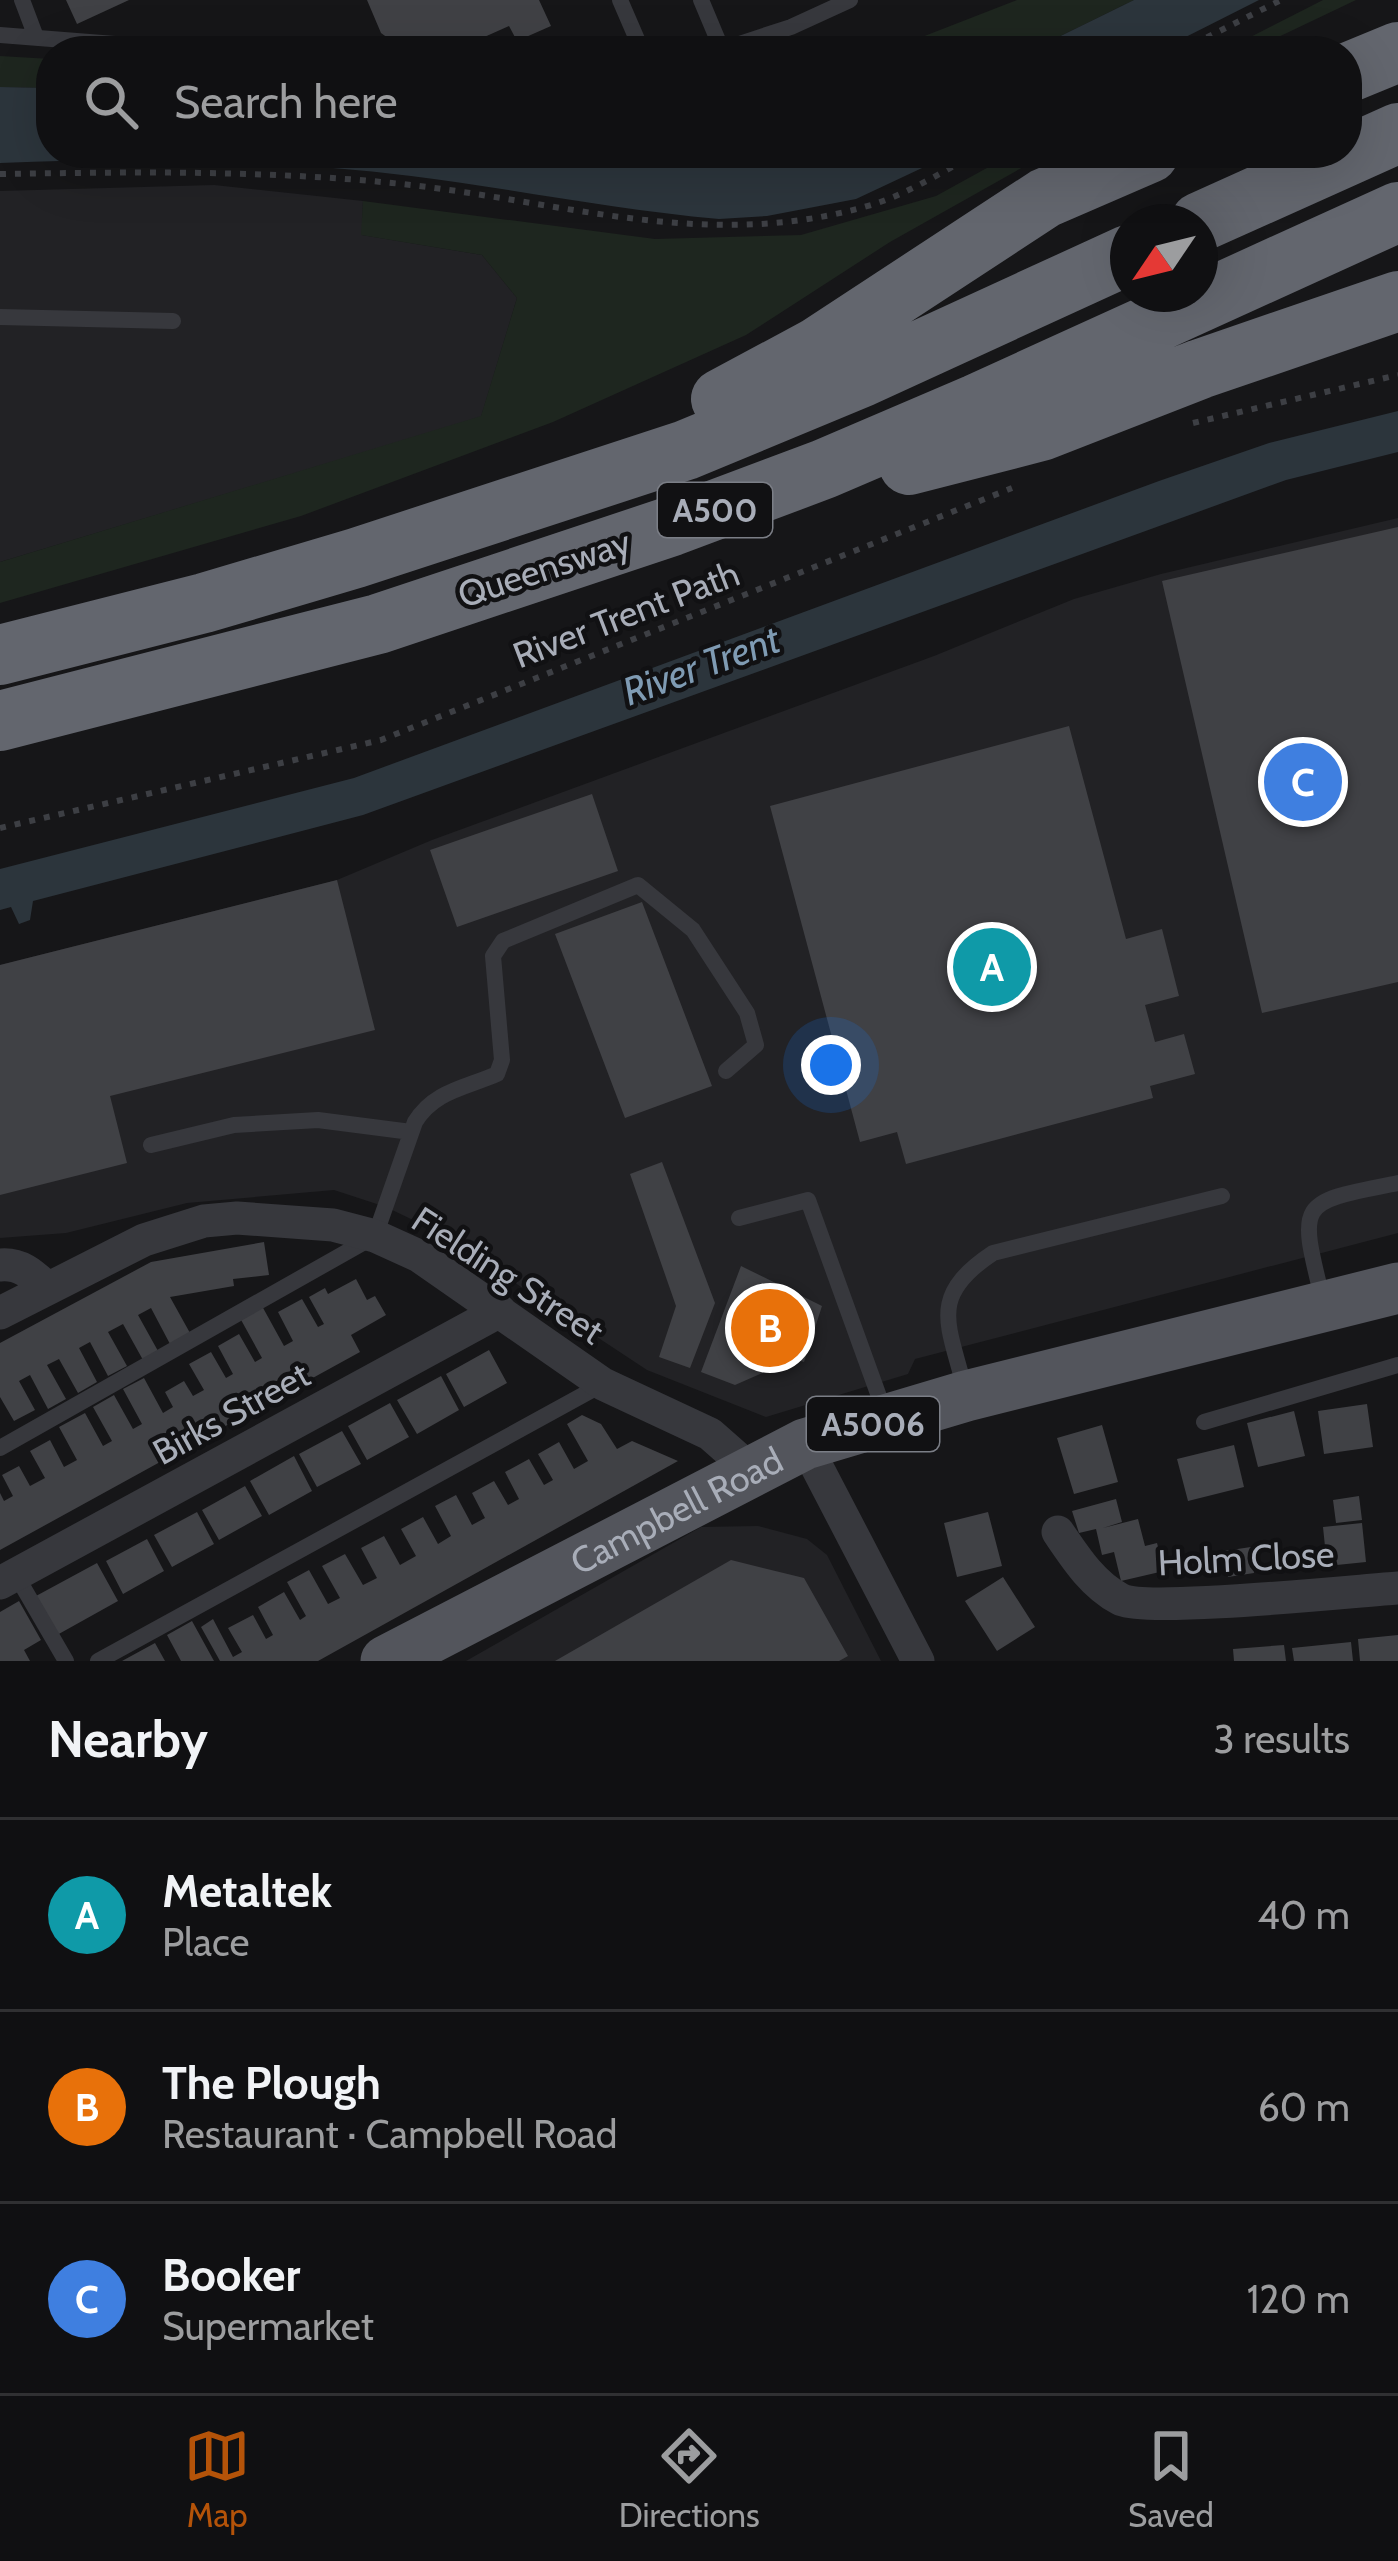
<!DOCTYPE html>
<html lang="en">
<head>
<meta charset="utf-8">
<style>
  :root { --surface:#101012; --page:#1e1e20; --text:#f1f3f6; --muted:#9c9d9f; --line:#303032; --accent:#b45309 }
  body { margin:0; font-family:Cabin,sans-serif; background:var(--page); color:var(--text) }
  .compass { position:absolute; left:1110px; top:204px; width:108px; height:108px; border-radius:50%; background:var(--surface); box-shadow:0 12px 48px #0002; rotate:235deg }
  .you { position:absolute; left:831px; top:1065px; width:42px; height:42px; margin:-30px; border:9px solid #fff; border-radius:50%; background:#1a73e8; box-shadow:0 0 0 18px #1a73e833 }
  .badge { display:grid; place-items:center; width:78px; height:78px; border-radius:50%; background:var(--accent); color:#fff; font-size:39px; font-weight:700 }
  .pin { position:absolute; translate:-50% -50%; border:6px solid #fff; box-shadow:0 3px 12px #0006 }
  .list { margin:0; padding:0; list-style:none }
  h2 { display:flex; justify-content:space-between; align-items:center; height:156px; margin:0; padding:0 48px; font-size:51px }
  h2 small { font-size:39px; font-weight:400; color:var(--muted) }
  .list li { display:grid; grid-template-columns:78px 1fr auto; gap:36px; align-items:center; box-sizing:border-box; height:192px; padding:0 48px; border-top:3px solid var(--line) }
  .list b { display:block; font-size:45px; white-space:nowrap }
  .list p { margin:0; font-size:39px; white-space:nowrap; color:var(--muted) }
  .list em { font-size:39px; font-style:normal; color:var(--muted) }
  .icon { flex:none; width:66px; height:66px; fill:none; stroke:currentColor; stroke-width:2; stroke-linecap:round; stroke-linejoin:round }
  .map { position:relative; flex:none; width:1398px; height:1661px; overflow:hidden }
  .search { position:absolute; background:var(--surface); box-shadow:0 12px 48px #0002; left:36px; right:36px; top:36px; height:132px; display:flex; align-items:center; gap:30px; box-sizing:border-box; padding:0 42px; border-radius:48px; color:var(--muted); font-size:45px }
  .sheet { height:732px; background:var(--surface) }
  nav { display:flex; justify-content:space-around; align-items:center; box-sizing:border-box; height:168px; border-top:3px solid var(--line); background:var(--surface); font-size:33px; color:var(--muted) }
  nav a { display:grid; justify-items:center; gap:6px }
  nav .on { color:var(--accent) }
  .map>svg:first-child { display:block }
</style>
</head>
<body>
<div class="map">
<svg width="1398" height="1661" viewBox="0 0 1398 1661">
  <rect width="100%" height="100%" fill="#161618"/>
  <!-- built -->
  <path fill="#222225" d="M214 185 363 201 362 235 482 255 517 298 481 417 0 562V191Z
    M1398 518V1233L915 1359 908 1374 766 1417 647 1370 438 1232 386 1207 334 1190 187 1203 66 1233 0 1238V965L337 880 432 840 934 656 1074 599 1161 574Z
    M758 1526 807 1539 827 1555 881 1661H466L701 1527Z"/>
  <!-- green -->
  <path fill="#1e261f" d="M1017 0H1134L1030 51H886Z
    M1323 0H1356L1249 51H1223Z
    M0 56 51 59V88L0 87Z
    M1014 153H1048L890 242 746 335 553 422 301 516 0 603V562L481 416 517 298 482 255 361 235 363 201 655 239 801 235 936 196Z"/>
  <!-- water -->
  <path fill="#2c353c" d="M1134 0H1259L1158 51H1030Z
    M0 87 51 88V153H954L856 199 767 216 719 219C615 210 514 189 411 176 275 159 137 157 0 163Z
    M1398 411V452L1286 480 363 815 33 901 30 920 19 924 11 907 0 910V869L354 778 1159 481 1269 443Z"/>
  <!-- building -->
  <path fill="#404145" d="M66 0H129L77 24Z
    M367 0H539L551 26 517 41 509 26 453 51H406L381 33Z
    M1398 527V982L1262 1013 1162 581Z
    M1069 726 1126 939 1162 929 1179 996 1145 1005 1155 1042 1184 1034 1195 1074 1150 1086 1153 1098 906 1164 897 1132 860 1142 770 806Z
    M592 794 618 871 457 927 430 850Z
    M337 880 375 1030 110 1096 127 1163 0 1195V965Z
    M642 902 712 1086 625 1118 555 934Z
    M662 1162 715 1303 690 1368 659 1357 676 1306 630 1174Z
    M264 1242 269 1275 233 1279 234 1286 170 1297 190 1333 170 1344 151 1308 138 1315 158 1351 143 1360 123 1324 108 1332 127 1366 108 1376 90 1342 79 1348 97 1382 78 1393 59 1359 47 1365 66 1399 48 1409 30 1375 19 1381 35 1410 14 1421 0 1397V1343L151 1262Z
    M741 1266 822 1306 804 1362 794 1359 735 1385 701 1372Z
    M356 1279 367 1300 375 1296 386 1315 351 1335 360 1352 0 1550V1493L4 1501 13 1496 2 1475 19 1466 30 1486 45 1478 30 1451 50 1440 64 1467 77 1460 59 1427 85 1413 103 1446 112 1441 93 1407 114 1395 133 1429 142 1424 123 1389 144 1378 163 1413 173 1407 165 1392 184 1381 193 1396 204 1390 189 1364 211 1352 226 1378 233 1374 218 1346 239 1334 255 1362 262 1358 240 1318 262 1306 284 1346 293 1341 278 1312 302 1299 318 1327 324 1324 309 1297 325 1288 328 1294Z
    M489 1350 507 1383 464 1407 446 1374Z
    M441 1376 459 1410 417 1434 397 1400Z
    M390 1403 409 1437 367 1460 348 1426Z
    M1367 1404 1373 1447 1324 1454 1318 1411Z
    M1294 1411 1305 1456 1258 1467 1247 1423Z
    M582 1415 601 1424 617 1449 632 1441 678 1461 318 1661H220L201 1627 213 1619 233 1657 242 1652 228 1628 253 1615 266 1639 273 1635 258 1607 284 1592 300 1620 306 1616 287 1582 309 1570 328 1604 340 1598 322 1566 345 1554 363 1585 377 1578 361 1548 384 1536 400 1565 416 1556 401 1529 423 1517 438 1544 451 1536 435 1506 456 1495 472 1525 485 1518 472 1493 494 1481 508 1505 519 1499 505 1472 529 1459 544 1485 553 1480 538 1454 559 1442 574 1469 588 1461 567 1424Z
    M1102 1425 1118 1482 1074 1494 1057 1438Z
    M342 1431 361 1464 317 1487 299 1454Z
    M1234 1445 1244 1487 1188 1501 1177 1459Z
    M294 1456 312 1491 269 1515 250 1481Z
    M245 1486 262 1516 219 1540 202 1510Z
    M1359 1496 1362 1520 1336 1523 1333 1500Z
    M1116 1499 1122 1522 1103 1528 1138 1519 1145 1546 1157 1543 1164 1571 1121 1581 1114 1552 1102 1555 1096 1529 1079 1533 1072 1511Z
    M197 1512 214 1544 172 1567 154 1535Z
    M988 1512 1002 1566 957 1577 944 1523Z
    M1362 1523 1366 1562 1327 1566 1323 1527Z
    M147 1539 164 1571 123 1594 106 1561Z
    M1251 1547 1254 1573 1228 1577 1224 1551Z
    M731 1560 804 1578 848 1656 839 1661H555Z
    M97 1563 118 1601 57 1635 36 1596Z
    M1003 1577 1035 1627 997 1651 965 1601Z
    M19 1601 41 1640 24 1650 30 1661H0V1612Z
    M192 1621 214 1661H181L167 1635Z
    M1398 1635V1661H1360L1358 1639Z
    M1351 1642 1353 1661H1294L1292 1648Z
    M155 1643 165 1661H122Z
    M1284 1645 1286 1661H1234L1233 1649Z"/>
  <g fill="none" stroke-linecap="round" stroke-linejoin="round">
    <!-- path -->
    <path stroke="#3d3f44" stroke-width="6" stroke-dasharray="6 9" stroke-linecap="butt" d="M1180 51 1281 0
      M0 174C130 172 263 170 392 183 557 199 706 254 871 205 908 194 943 171 978 153
      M1193 423 1398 375
      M0 828 381 740 1012 488"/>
    <!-- lane -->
    <path stroke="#37383d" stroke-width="16" d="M22 0 36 37
      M620 0 642 51
      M701 0 722 50
      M0 35 204 51
      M718 51 791 27 850 0
      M0 317 173 321
      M151 1145 234 1125 318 1120 411 1132
      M739 1218 808 1200 885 1413
      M1323 1301C1298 1200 1297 1203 1398 1183
      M965 1390C949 1324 927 1297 993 1253L1222 1196
      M1204 1422 1398 1365
      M0 1448 375 1236 415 1122C434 1091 465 1088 497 1074L502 1060 493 956 503 941 638 885 693 930 747 1013 756 1045 726 1071
      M16 1575 66 1661
      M98 1661 603 1384"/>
    <!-- street -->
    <path stroke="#37383d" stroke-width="33" d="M0 1265C20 1263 32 1274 46 1287
      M0 1313 144 1240 204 1221 237 1218 333 1225 375 1236 419 1256 603 1384 710 1434 752 1471
      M805 1444 918 1661
      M1058 1532C1075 1557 1092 1584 1120 1599 1145 1613 1355 1591 1398 1588
      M0 1583 500 1311"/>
    <!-- primary -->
    <path stroke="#53555c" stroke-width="51" id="s1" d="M386 1661 805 1444 966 1396 1398 1288"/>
    <!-- highway -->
    <path stroke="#63666e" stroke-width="60" d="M1347 73 1398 52
      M1200 222 1398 133
      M721 399 816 348 1045 198 1149 153
      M909 465 1041 431 1200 369 1398 301
      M0 655 204 603 356 558 686 450 862 377 1128 255
      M0 721 378 624 672 526 824 469 976 404 1398 212"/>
  </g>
  <g text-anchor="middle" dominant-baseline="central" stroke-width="9" stroke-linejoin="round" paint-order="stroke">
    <!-- shield labels -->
    <g fill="#111113" stroke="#7b7e86" stroke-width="3">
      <rect x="658" y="483" width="114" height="54" rx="9"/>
      <rect x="807" y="1397" width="132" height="54" rx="9"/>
    </g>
    <g font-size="33" font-weight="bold" fill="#a8adb8">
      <text x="715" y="510">A500</text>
      <text x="873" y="1424">A5006</text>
    </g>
    <!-- street labels -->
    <g font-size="36" fill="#a8adb8" stroke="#111113">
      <text transform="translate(544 568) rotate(-18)">Queensway</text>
      <text transform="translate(626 614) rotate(-21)">River Trent Path</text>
      <text transform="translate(508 1275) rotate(33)">Fielding Street</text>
      <text transform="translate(231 1413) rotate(-29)">Birks Street</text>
      <text stroke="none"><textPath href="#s1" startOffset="327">Campbell Road</textPath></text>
      <text transform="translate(1246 1558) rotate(-3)">Holm Close</text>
    </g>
    <!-- water labels -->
    <g font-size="39" font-style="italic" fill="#7f9bb3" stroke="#111113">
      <text transform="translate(701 665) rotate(-20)">River Trent</text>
    </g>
  </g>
</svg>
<svg class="compass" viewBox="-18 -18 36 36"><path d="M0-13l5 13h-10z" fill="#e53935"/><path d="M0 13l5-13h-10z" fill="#9c9d9f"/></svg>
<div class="you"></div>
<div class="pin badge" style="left:992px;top:967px;background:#0f9aa8">A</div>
<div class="pin badge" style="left:770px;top:1328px;background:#e8710a">B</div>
<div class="pin badge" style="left:1303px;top:782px;background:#3f7fe0">C</div>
<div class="search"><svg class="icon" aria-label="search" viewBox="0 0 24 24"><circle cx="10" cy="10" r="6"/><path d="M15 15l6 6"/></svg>Search here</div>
</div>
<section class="sheet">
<h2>Nearby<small>3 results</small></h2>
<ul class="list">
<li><span class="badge" style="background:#0f9aa8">A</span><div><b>Metaltek</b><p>Place</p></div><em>40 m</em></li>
<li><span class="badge" style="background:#e8710a">B</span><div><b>The Plough</b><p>Restaurant · Campbell Road</p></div><em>60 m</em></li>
<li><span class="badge" style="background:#3f7fe0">C</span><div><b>Booker</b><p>Supermarket</p></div><em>120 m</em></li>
</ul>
</section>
<nav>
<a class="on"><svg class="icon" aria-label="map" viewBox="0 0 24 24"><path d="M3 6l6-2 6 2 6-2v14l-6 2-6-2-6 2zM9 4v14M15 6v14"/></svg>Map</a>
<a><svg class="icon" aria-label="directions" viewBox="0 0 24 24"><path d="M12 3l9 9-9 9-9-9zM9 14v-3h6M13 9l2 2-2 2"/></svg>Directions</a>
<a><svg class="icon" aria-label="saved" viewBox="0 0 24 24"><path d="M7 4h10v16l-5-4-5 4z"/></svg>Saved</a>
</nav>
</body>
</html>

=== WHAT YOU NEED TO DO ===
Report each line above that includes the string "nowrap".

=== EXPECTED ANSWER ===
  .list b { display:block; font-size:45px; white-space:nowrap }
  .list p { margin:0; font-size:39px; white-space:nowrap; color:var(--muted) }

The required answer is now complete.